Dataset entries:

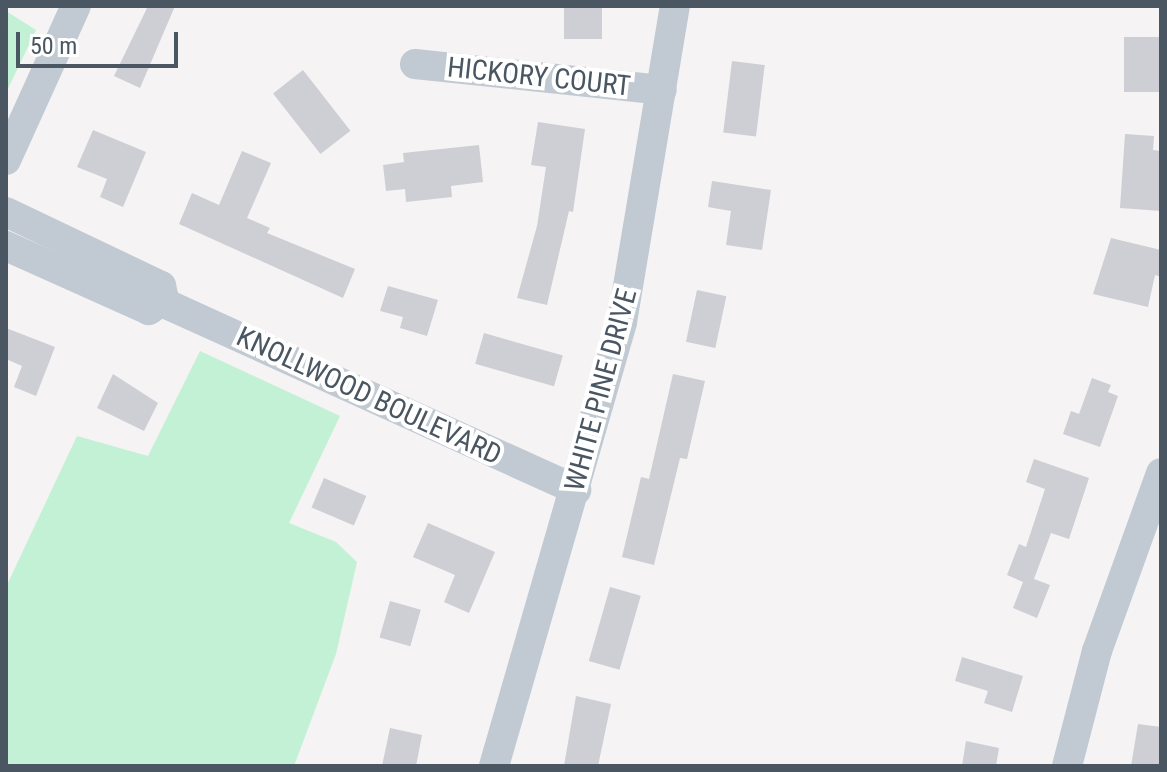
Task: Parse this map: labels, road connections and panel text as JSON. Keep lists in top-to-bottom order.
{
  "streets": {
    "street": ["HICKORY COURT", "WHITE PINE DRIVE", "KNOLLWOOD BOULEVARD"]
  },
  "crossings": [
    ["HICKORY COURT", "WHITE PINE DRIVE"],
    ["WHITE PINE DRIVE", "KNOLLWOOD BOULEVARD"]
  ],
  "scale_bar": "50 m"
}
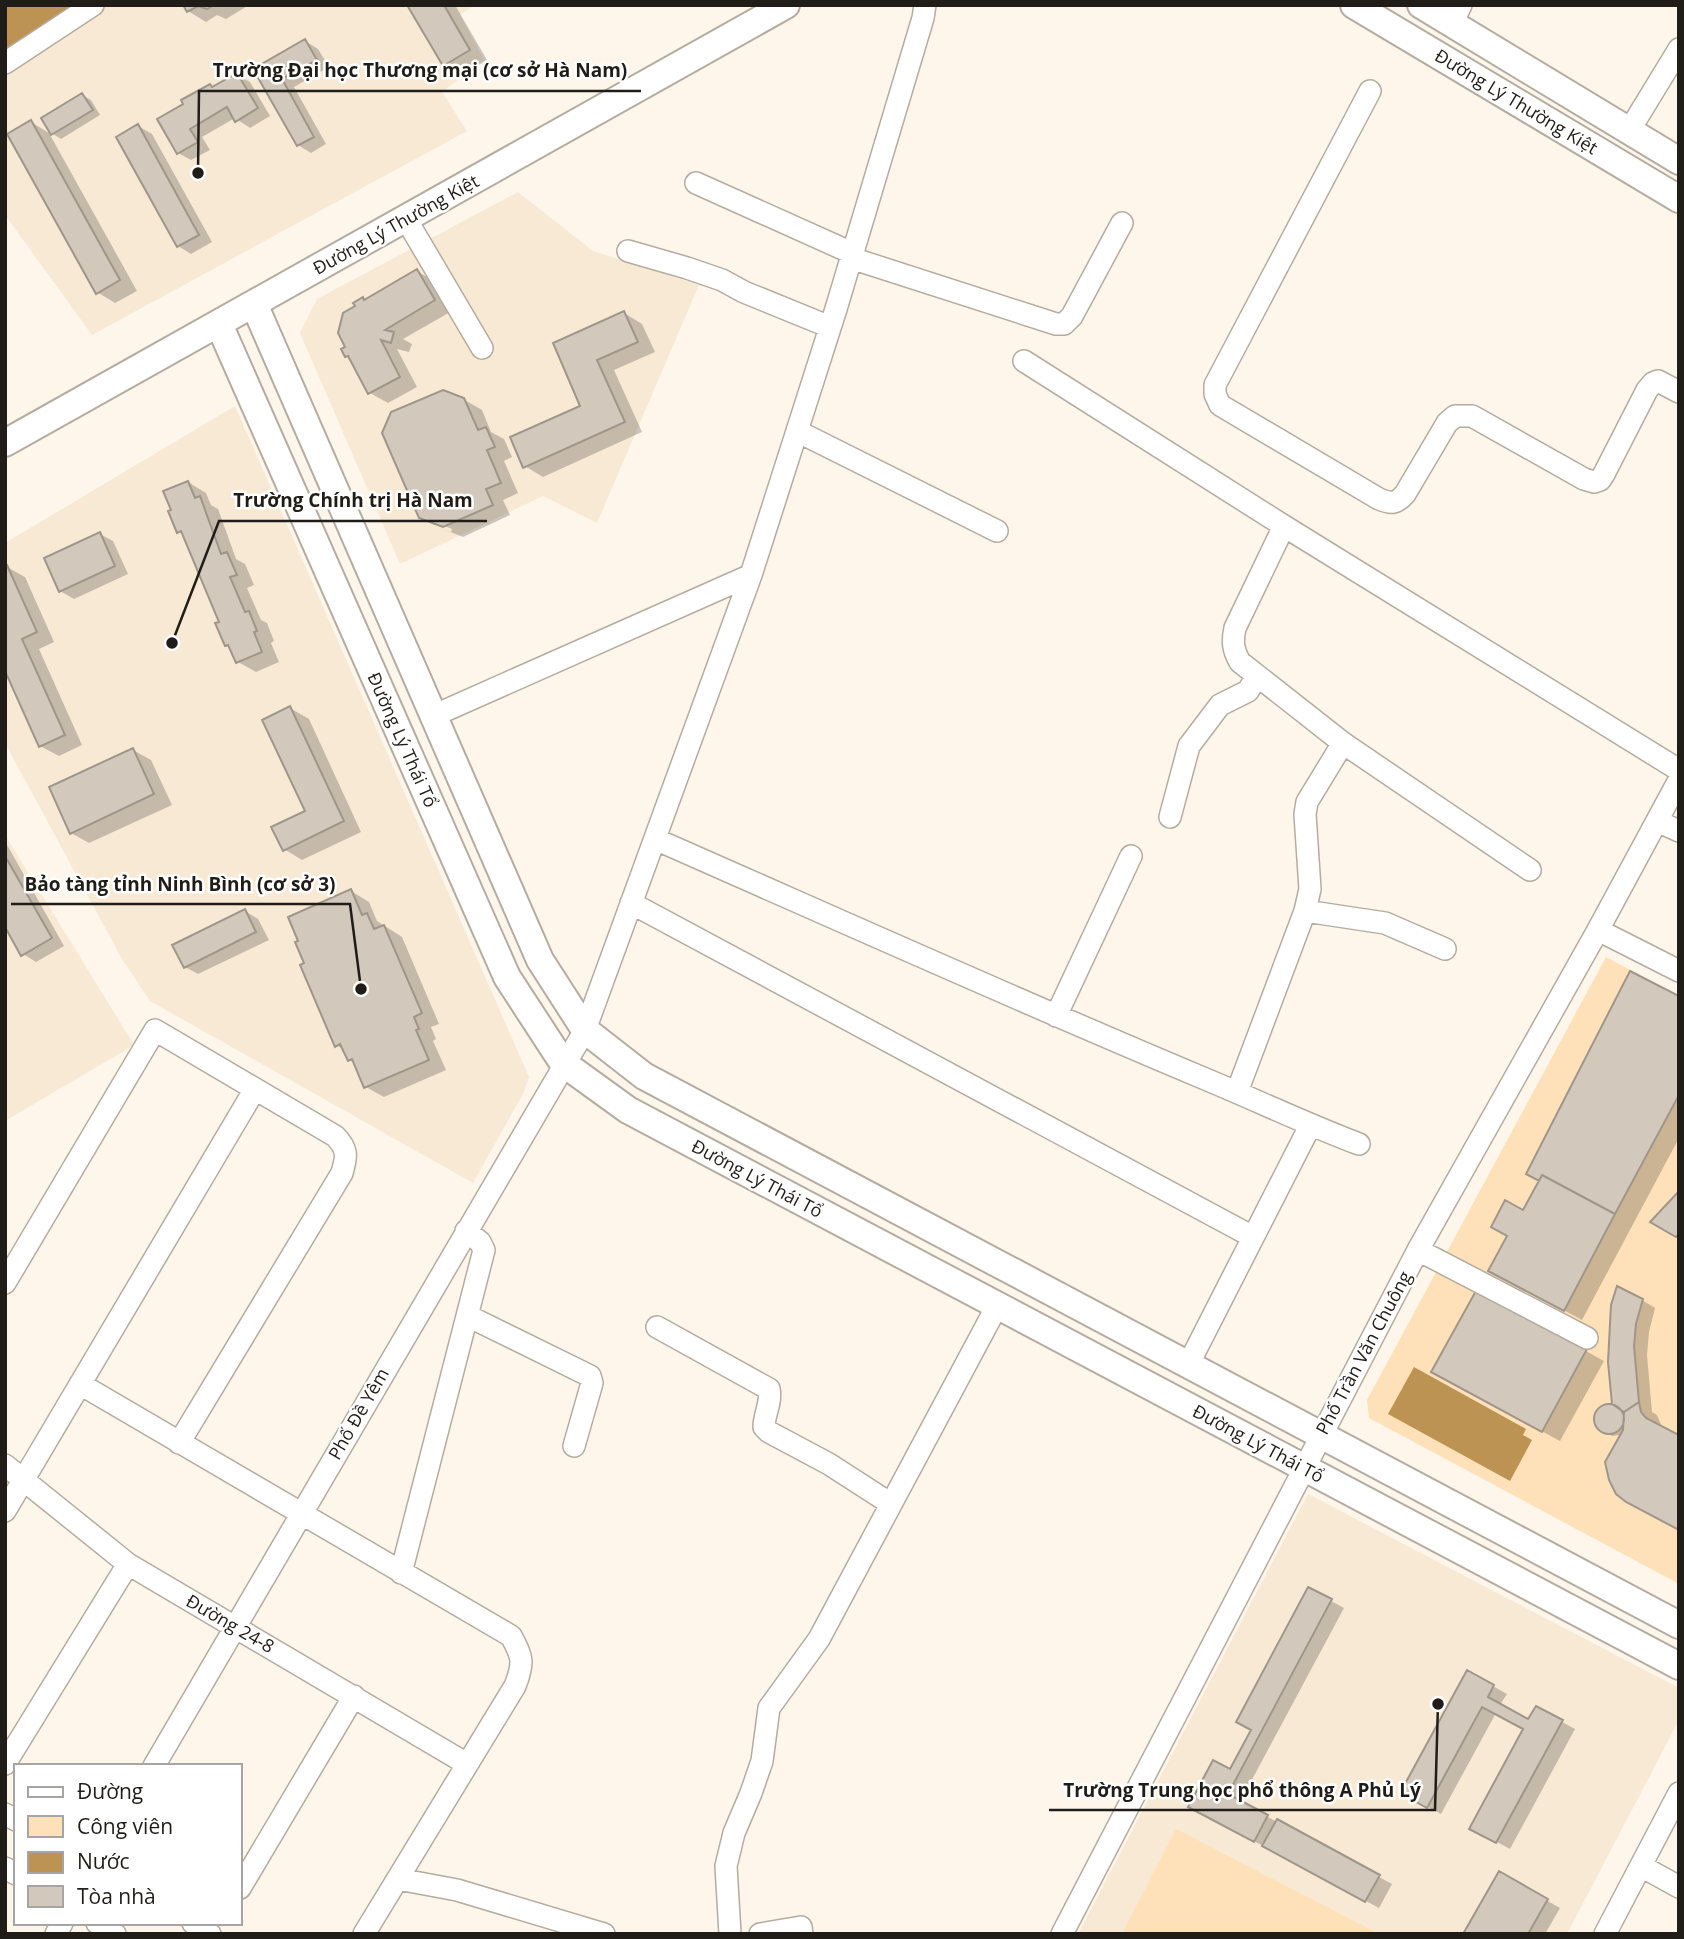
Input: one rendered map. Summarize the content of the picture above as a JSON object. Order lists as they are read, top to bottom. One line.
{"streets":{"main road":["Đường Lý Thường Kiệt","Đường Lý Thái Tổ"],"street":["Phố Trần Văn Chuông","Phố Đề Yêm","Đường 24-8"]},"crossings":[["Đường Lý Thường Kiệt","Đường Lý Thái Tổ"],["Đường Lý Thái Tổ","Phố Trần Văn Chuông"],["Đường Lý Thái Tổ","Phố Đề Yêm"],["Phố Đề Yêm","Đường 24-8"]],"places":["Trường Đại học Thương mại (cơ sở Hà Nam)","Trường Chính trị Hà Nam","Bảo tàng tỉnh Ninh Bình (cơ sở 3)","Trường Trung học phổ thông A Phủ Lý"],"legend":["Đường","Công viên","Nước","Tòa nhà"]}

• [Directions for this task]:
Pictures aside, repeat each entry in full and without change.

• [Answer space]:
Task: Parse this map: labels, road connections and panel text as JSON. Keep lists in top-to-bottom order.
{
  "streets": {
    "street": ["HICKORY COURT", "WHITE PINE DRIVE", "KNOLLWOOD BOULEVARD"]
  },
  "crossings": [
    ["HICKORY COURT", "WHITE PINE DRIVE"],
    ["WHITE PINE DRIVE", "KNOLLWOOD BOULEVARD"]
  ],
  "scale_bar": "50 m"
}
Input: one rendered map. Summarize the content of the picture above as a JSON object. Order lists as they are read, top to bottom. One line.
{"streets":{"main road":["Đường Lý Thường Kiệt","Đường Lý Thái Tổ"],"street":["Phố Trần Văn Chuông","Phố Đề Yêm","Đường 24-8"]},"crossings":[["Đường Lý Thường Kiệt","Đường Lý Thái Tổ"],["Đường Lý Thái Tổ","Phố Trần Văn Chuông"],["Đường Lý Thái Tổ","Phố Đề Yêm"],["Phố Đề Yêm","Đường 24-8"]],"places":["Trường Đại học Thương mại (cơ sở Hà Nam)","Trường Chính trị Hà Nam","Bảo tàng tỉnh Ninh Bình (cơ sở 3)","Trường Trung học phổ thông A Phủ Lý"],"legend":["Đường","Công viên","Nước","Tòa nhà"]}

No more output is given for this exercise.